#### WHAT YOU NEED TO DO
Find where "List all labels, markers" appears in the records below, then return that line and every later line exactly, stopping only at the last line.

--*--

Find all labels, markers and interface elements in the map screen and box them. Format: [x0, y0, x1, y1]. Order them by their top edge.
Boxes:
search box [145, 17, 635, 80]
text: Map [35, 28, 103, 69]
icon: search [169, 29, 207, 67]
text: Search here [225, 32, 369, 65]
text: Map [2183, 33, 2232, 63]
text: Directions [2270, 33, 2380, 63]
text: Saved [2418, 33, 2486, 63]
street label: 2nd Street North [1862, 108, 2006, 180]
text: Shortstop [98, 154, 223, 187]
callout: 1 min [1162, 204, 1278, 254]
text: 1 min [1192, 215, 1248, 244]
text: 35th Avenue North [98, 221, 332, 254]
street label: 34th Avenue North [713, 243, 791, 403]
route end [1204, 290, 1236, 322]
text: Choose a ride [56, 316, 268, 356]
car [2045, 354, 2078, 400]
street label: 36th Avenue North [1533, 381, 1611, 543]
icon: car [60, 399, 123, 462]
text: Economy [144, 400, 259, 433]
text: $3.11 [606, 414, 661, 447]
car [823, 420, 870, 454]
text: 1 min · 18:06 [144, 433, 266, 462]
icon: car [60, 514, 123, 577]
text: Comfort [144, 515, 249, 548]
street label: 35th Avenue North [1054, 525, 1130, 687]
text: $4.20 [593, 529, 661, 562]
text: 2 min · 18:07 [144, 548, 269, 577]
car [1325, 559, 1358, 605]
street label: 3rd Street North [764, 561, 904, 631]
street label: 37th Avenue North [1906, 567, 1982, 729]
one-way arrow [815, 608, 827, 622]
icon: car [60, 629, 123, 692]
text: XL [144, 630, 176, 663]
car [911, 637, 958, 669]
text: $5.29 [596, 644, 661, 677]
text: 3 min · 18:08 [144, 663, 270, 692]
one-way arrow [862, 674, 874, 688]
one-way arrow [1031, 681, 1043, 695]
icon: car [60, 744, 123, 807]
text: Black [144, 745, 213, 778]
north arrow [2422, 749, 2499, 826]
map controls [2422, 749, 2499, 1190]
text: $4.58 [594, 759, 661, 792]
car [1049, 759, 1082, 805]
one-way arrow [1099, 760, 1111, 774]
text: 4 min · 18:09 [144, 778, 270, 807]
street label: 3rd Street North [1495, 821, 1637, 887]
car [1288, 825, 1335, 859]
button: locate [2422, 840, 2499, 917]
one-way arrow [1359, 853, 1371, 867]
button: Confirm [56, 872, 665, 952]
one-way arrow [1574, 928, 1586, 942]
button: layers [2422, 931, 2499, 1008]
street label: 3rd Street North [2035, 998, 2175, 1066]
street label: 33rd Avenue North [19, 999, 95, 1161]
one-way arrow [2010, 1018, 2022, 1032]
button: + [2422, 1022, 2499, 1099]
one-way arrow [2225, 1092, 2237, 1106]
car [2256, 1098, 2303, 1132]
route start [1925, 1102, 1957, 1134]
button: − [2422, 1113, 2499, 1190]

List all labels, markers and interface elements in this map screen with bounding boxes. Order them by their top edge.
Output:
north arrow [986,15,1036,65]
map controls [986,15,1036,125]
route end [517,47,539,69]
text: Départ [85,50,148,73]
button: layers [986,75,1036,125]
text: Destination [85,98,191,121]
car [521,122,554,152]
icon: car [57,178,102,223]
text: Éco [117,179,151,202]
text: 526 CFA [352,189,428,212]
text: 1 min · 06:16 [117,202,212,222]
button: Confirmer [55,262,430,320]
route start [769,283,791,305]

--*--

#### WRITTEN ANSWER
List all labels, markers and interface elements in this map screen with bounding boxes. Order them by their top edge.
Output:
north arrow [986,15,1036,65]
map controls [986,15,1036,125]
route end [517,47,539,69]
text: Départ [85,50,148,73]
button: layers [986,75,1036,125]
text: Destination [85,98,191,121]
car [521,122,554,152]
icon: car [57,178,102,223]
text: Éco [117,179,151,202]
text: 526 CFA [352,189,428,212]
text: 1 min · 06:16 [117,202,212,222]
button: Confirmer [55,262,430,320]
route start [769,283,791,305]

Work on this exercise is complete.